Increasingly, suppliers and customers are located across international borders, raising a constant flow of new issues for manufacturers. These are just a few of the challenges you may be facin -- and, in most cases, developments to watch for.
Shipping by air:
Effective Aug. 1, 2010, air shipments originating in the U.S. became subject to TSA 100% screening requirements. That means every piece of cargo carried on passenger aircraft now requires individual screening before transport, while skids and pallets must be taken apart, screened and reconfigured.

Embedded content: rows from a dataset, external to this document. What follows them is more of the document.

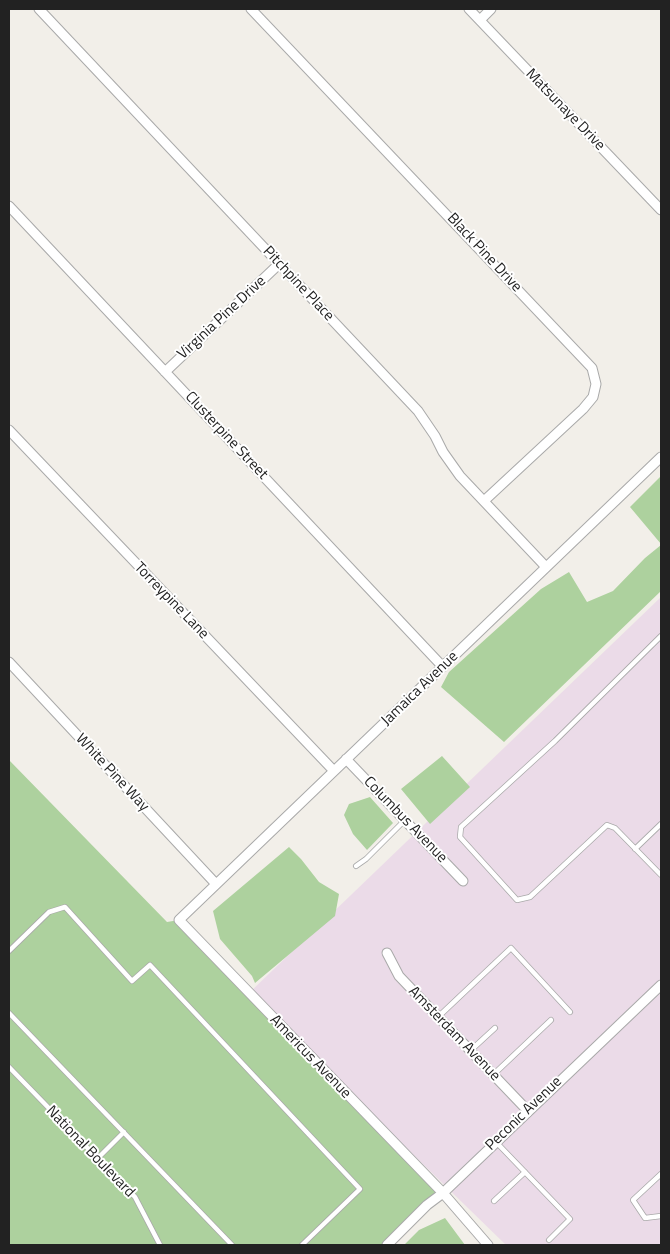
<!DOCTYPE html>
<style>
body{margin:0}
#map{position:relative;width:670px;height:1254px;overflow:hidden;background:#f2efe9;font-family:"Titillium Web",sans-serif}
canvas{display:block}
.frame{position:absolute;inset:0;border:10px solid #222;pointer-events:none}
</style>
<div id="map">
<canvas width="670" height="1254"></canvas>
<div class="frame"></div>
</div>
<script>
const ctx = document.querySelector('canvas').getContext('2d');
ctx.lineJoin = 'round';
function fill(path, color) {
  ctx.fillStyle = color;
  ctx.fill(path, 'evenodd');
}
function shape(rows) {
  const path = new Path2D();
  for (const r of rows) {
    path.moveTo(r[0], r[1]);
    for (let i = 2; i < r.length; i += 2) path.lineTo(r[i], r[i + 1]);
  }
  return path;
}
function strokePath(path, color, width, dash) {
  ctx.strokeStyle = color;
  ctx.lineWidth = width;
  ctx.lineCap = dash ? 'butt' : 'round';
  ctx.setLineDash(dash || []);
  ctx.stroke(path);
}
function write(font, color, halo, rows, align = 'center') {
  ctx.font = font + ' "Titillium Web",sans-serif';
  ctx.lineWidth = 4;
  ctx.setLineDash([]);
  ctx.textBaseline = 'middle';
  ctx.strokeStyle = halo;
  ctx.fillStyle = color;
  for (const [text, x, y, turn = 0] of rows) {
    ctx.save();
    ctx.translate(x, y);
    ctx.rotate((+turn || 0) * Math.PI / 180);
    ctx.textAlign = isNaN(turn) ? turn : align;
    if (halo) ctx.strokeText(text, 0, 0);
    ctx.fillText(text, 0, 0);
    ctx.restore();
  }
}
fill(shape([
 [661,597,661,1245,506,1245,248,994]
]), '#ebdbe8');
fill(shape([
 [661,476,661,544,630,507],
 [661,545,661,591,504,742,441,687,449,672,541,589,569,572,587,602,613,591,645,558],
 [442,756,470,787,430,824,401,789],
 [9,760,167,922,179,920,443,1193,387,1245,9,1245],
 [370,797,393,823,367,850,353,834,344,815,349,804],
 [289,847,301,859,319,882,339,894,335,916,255,983,252,976,220,939,213,911],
 [445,1218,465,1245,404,1245,419,1230]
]), '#add19e');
const service = shape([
 [661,636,555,741,461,827,460,837,517,900,530,897,607,825,615,828,661,875],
 [635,849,661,824],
 [356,866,366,859,405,820],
 [9,951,49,912,65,907,132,981,150,965,360,1189,302,1245],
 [9,1013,232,1245],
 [438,1017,511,948,570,1012],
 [470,1051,495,1028],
 [9,1067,135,1197,160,1245],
 [493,1075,551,1020],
 [496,1142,570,1219,549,1240],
 [97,1159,124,1132],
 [661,1174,633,1200,645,1218,661,1216],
 [494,1201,525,1172]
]);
const minor = shape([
 [39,9,418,411,435,436,443,452,460,476,546,567],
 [251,9,592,368,596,384,593,397,583,409,485,500],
 [469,9,661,210],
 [480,20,491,9],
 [9,206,443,667],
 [165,372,279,264],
 [9,430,334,771],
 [9,662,216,884],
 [346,759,463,881],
 [387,953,399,976,527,1110],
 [387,1245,427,1205,443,1193,661,985],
 [488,1245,443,1193,179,920,661,457]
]);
strokePath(service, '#a9a9a9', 6);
strokePath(minor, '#a9a9a9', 11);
strokePath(service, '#fff', 4.5);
strokePath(minor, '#fff', 9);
write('15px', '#222', '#fff', [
 ["Matsunaye Drive",565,110,46],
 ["Black Pine Drive",484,253,47],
 ["Pitchpine Place",298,284,47],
 ["Virginia Pine Drive",222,318,-43],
 ["Clusterpine Street",226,436,47],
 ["Torreypine Lane",171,601,46],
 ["Jamaica Avenue",420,689,-44],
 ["White Pine Way",112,773,47],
 ["Columbus Avenue",405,820,46],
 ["Amsterdam Avenue",454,1034,46],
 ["Americus Avenue",310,1057,46],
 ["Peconic Avenue",524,1114,-44],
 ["National Boulevard",90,1152,46]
]);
</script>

To address potential delays and damage to shipments, TSA has developed the Certified Cargo Screening Program, which will offer a pre-screen option to shippers. TSA has also compiled a list of Independent Cargo Screening Facilities to handle large quantities of product. Most shipping companies, including UPS and FedEx, will be able to assure compliance to customers through these channels.
Shipping by sea:
Inbound Logistics magazine recently published "Ten Tips for Selecting the Right Port." (http://www.inboundlogistics.com/articles/10tips/10tips1209.shtml) Among them are using a port near a trading partner, checking out the proximity of the port's warehouse facilities and trainload facilities, evaluating its investment in infrastructure, knowing its restrictions and asking about its tracking tools.
Shipping by land:
One of the most troubling trends to monitor may be that affecting U.S. companies exporting goods to Mexico. The Mexican government has imposed a new duty on chewing gum and chocolate coming into the country, which has raised manufacturing prices as much as 20 percent for U.S. candy makers. In addition, since the U.S. has excluded Mexican trucks from carrying goods on U.S. highways, Mexico is placing retaliatory tariffs on a number of manufactured products.
It's not just transportation:
For food manufacturers, in particular, getting goods from place to place provides only one set of challenges. In recent years, the safe production of ingredients and foods distributed worldwide has become a prominent concern; periodic missteps have led to bans on food imports in various countries. To overcome the problem, the International Food Safety Training Laboratory, which is operated by a University of Maryland and FDA collaborative called the Joint Institute for Food Safety and Applied Nutrition, will train scientists from foreign governments and manufacturers on the state-of-the-art methods of analysis to help them meet U.S. food safety standards. That could be good news for U.S. food manufacturers with overseas partners -- or an indication of increased competition ahead.